**Exercise objective**.
Retype the lines from the first one in the records down to the line containing "width:63px; height:63px; display:grid;", counting both, and leave out any pictures.
*** Begin section ***
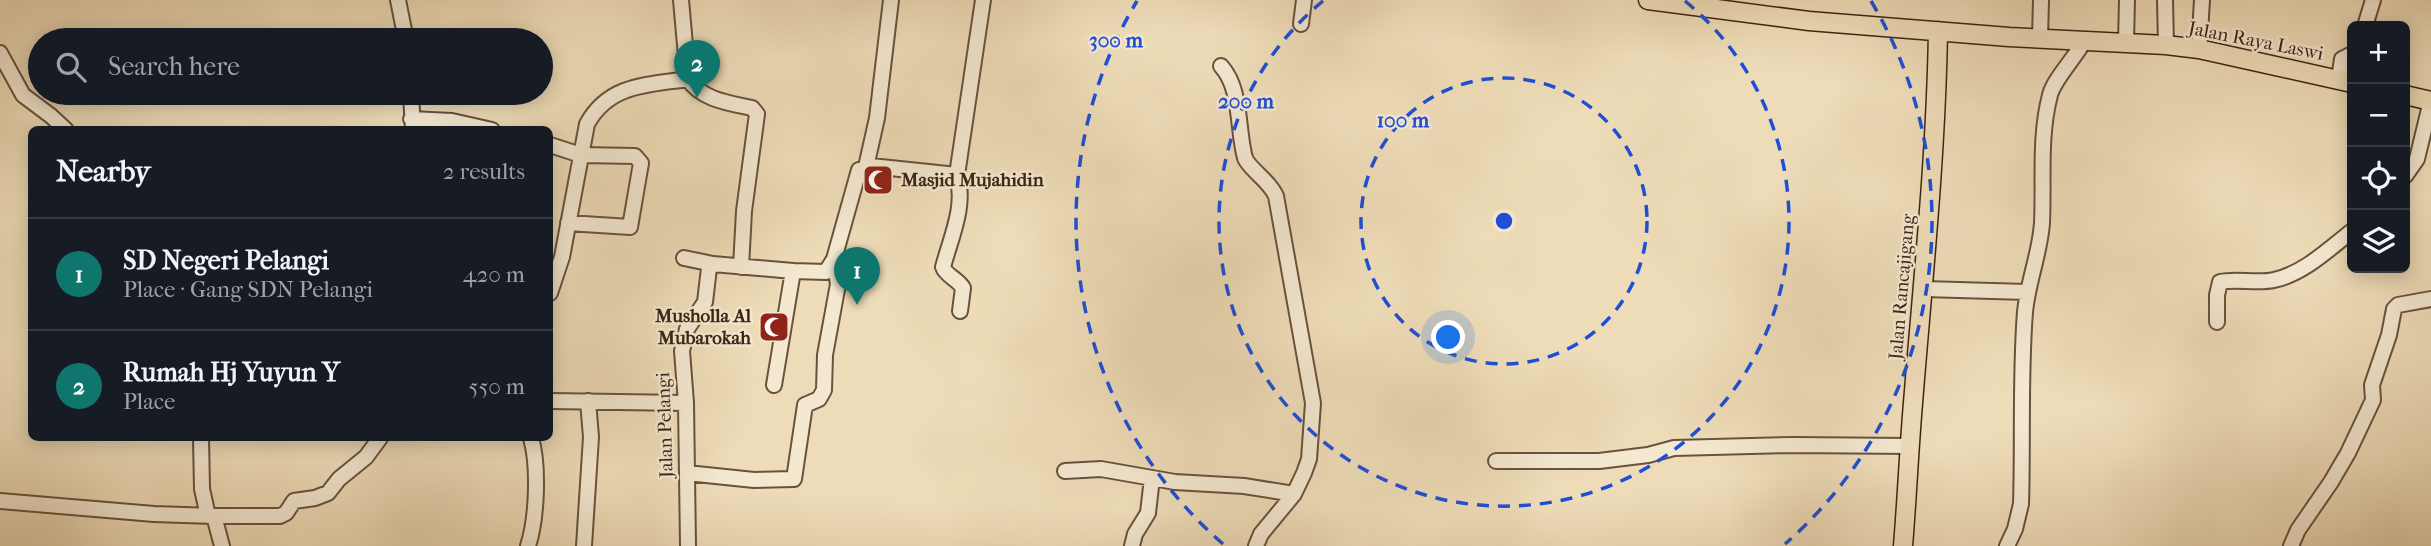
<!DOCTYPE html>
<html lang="en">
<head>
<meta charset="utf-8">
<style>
  body { margin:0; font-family:"IM FELL French Canon",serif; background:#242831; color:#f1f3f6 }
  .controls { position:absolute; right:21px; top:21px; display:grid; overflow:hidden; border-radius:10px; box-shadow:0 4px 18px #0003 }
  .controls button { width:63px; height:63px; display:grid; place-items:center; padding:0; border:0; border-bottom:2px solid #363941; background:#171b24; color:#f1f3f6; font:35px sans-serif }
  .you { position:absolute; left:1449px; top:338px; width:24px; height:24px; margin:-18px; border:5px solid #fff; border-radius:50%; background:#1a73e8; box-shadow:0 0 0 10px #1a73e833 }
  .badge { display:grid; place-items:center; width:46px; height:46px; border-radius:50%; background:#0f766e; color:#fff; font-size:23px; font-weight:700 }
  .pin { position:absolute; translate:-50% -58px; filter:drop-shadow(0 2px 4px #0008) }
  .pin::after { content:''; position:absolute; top:37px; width:24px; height:21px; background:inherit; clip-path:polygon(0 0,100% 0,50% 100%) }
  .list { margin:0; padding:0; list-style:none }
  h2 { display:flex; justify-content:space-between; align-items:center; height:91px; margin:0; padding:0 28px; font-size:30px }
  h2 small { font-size:23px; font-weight:400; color:#9ea1a6 }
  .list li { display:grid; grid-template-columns:46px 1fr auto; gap:21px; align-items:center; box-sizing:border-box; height:112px; padding:0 28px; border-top:2px solid #363941 }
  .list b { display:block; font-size:26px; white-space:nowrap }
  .list p { margin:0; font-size:23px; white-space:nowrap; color:#9ea1a6 }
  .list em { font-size:23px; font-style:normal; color:#9ea1a6 }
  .icon { flex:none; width:38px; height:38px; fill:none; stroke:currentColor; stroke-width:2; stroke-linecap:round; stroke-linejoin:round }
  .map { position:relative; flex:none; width:2431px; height:546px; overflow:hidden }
  .search { position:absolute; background:#171b24; box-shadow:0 4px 18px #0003; left:28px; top:28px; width:525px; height:77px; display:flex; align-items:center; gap:18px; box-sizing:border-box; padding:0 24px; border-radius:38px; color:#9ea1a6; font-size:26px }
  .panel { position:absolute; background:#171b24; box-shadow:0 4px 18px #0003; left:28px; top:126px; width:525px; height:315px; border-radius:10px }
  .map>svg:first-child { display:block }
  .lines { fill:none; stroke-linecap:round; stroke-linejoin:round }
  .minor-casing { stroke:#68523d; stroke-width:18 }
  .major-casing { stroke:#3c2414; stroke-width:21 }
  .minor { stroke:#f4e8d1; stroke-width:14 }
  .major { stroke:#eedcb8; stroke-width:18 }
  .ring { fill:none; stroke:#1d4ed8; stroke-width:3.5; stroke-dasharray:12 9 }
  .labels { text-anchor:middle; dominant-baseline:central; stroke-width:5; stroke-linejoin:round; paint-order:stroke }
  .street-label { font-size:19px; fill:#3c2414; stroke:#f4e8d1 }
  .poi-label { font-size:19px; font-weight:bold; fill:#3c2414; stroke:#f4e8d1; text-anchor:start }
  .centre { fill:#1d4ed8; stroke:#f4e8d1; stroke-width:3.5 }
  .ring-label { font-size:21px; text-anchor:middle; font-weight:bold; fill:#1d4ed8; stroke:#f4e8d1; stroke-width:5; stroke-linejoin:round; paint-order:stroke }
</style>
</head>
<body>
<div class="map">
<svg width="2431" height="546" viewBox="0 0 2431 546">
  <rect width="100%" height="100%" fill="#eedcb8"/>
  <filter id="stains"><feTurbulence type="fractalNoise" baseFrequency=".00286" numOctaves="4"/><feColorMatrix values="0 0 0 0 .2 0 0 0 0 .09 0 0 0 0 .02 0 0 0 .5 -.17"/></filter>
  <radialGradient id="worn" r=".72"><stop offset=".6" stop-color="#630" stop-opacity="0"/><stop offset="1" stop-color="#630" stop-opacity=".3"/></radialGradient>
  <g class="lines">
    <g class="minor-casing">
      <path id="minor" d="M 398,0 L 406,40
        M 2165,0 L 2166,45
        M 1301,24 L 1304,0
        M 2365,26 L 2373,0
        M 2040,38 L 2041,0
        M 2126,42 L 2127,0
        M 2199,49 L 2202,0
        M 0,53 L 23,95 L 51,116 L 66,130
        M 1221,66 C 1242,89 1237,129 1245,158 C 1249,169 1269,180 1276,196 L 1313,403 L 1309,459 L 1304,473 L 1294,494 L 1261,534 L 1256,546
        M 688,79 C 702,100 729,103 752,108 L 757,114 L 744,211 L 741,267
        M 2339,79 L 2342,59 L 2352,54
        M 411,93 L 413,130
        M 411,119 L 452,121 L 492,130
        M 550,145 L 581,155 L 635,156 L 641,163 L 630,227 L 568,223
        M 866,167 L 877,118 L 891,0
        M 957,175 C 966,206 951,237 943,267 C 946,276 958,279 963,288 L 960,311
        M 2405,176 L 2417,159 L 2431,101
        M 684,258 L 713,264
        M 1924,289 L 2027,292
        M 550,293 L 562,257 L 587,124 C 609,84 647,85 688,79 L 681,0
        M 2217,322 L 2217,295 L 2220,282 C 2237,278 2256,284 2274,280 C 2303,274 2329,249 2352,231
        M 774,385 L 793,271
        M 550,401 L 686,403
        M 201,438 L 202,489 L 208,516
        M 1496,461 L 1599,461 L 1648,455 L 1674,448 L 1792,445 L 1911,446
        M 1065,471 L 1101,469 L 1175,482 L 1244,486 L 1294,494
        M 687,473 L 754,480 L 794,479 L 805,405 L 819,399 L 824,390 L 825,355 L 838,284 L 834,259
        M 0,501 L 154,514 L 214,516 L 280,516 L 286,513 L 294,501 L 315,498 L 328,493 L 339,479 L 366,457 L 380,438
        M 214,516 L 222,546
        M 528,546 C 537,518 539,466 531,438
        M 584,546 L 591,437 L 588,401
        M 688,546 L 686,403 L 682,351 L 687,329 L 705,302 L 709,268 L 713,264 L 793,271 L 826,272 L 834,259 L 859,170 L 871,166 L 957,175 L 983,0
        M 1132,546 L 1135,534 L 1148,513 L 1152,478
        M 2007,546 L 2015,529 L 2021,504 C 2023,440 2020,375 2025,312 C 2028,281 2040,253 2042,223 C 2044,180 2039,137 2050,95 C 2054,79 2075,58 2084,41
        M 2291,546 L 2298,530 L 2331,482 L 2348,453 L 2373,400 L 2372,385 L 2389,335 L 2394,309 L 2398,305 L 2431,299"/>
    </g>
    <g class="major-casing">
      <path id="major" d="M 1648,0 L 1809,21 L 2009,37 L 2166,45 L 2199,49 L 2352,83
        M 2405,95 L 2431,101
        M 1903,546 C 1907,498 1909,450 1913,403 C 1923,279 1936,156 1938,31"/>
    </g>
    <use href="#minor" class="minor"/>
    <use href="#major" class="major"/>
  </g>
  <g class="ring">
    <circle cx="1504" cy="221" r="143"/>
    <path d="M1685 1A285 285 0 1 1 1323 1"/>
    <path d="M1223 544A428 428 0 0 1 1137 1M1871 1A428 428 0 0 1 1785 544"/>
  </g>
  <defs>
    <g id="mosque-square" transform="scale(1.575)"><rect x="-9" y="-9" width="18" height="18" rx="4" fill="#8f2418" stroke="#f4e8d1"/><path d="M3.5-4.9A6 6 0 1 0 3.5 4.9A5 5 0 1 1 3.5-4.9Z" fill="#fff"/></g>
  </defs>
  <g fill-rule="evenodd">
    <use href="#mosque-square" x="878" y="180"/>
    <use href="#mosque-square" x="774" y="327"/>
  </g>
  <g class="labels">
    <g class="street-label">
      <text transform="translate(2256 41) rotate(11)">Jalan Raya Laswi</text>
      <text transform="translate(1902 287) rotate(-85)">Jalan Rancajigang</text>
      <text transform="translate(665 425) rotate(-92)">Jalan Pelangi</text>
    </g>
    <g class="poi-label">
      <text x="901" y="180">Masjid Mujahidin</text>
      <text x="751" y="316" text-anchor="end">Musholla Al<tspan x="751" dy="22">Mubarokah</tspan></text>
    </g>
  </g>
  <circle cx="1504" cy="221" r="10" class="centre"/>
  <g class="ring-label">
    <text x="1116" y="47">300 m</text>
    <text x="1246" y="108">200 m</text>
    <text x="1403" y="127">100 m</text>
  </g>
  <rect width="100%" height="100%" filter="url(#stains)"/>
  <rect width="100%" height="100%" fill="url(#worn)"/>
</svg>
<div class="controls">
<button>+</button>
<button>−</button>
<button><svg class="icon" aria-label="locate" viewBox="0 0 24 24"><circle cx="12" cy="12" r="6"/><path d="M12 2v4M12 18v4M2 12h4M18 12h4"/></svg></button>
<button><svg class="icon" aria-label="layers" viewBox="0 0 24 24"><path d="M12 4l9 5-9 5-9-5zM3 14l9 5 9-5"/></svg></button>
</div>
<div class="you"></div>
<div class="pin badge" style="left:857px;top:305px">1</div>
<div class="pin badge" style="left:697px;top:98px">2</div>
<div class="search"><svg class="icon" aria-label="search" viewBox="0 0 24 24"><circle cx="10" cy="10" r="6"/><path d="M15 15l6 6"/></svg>Search here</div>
<section class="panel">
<h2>Nearby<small>2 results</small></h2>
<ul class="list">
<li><span class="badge">1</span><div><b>SD Negeri Pelangi</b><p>Place · Gang SDN Pelangi</p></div><em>420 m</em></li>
<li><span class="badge">2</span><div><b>Rumah Hj Yuyun Y</b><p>Place</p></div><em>550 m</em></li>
</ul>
</section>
</div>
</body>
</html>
*** End section ***
**Written answer**.
<!DOCTYPE html>
<html lang="en">
<head>
<meta charset="utf-8">
<style>
  body { margin:0; font-family:"IM FELL French Canon",serif; background:#242831; color:#f1f3f6 }
  .controls { position:absolute; right:21px; top:21px; display:grid; overflow:hidden; border-radius:10px; box-shadow:0 4px 18px #0003 }
  .controls button { width:63px; height:63px; display:grid; place-items:center; padding:0; border:0; border-bottom:2px solid #363941; background:#171b24; color:#f1f3f6; font:35px sans-serif }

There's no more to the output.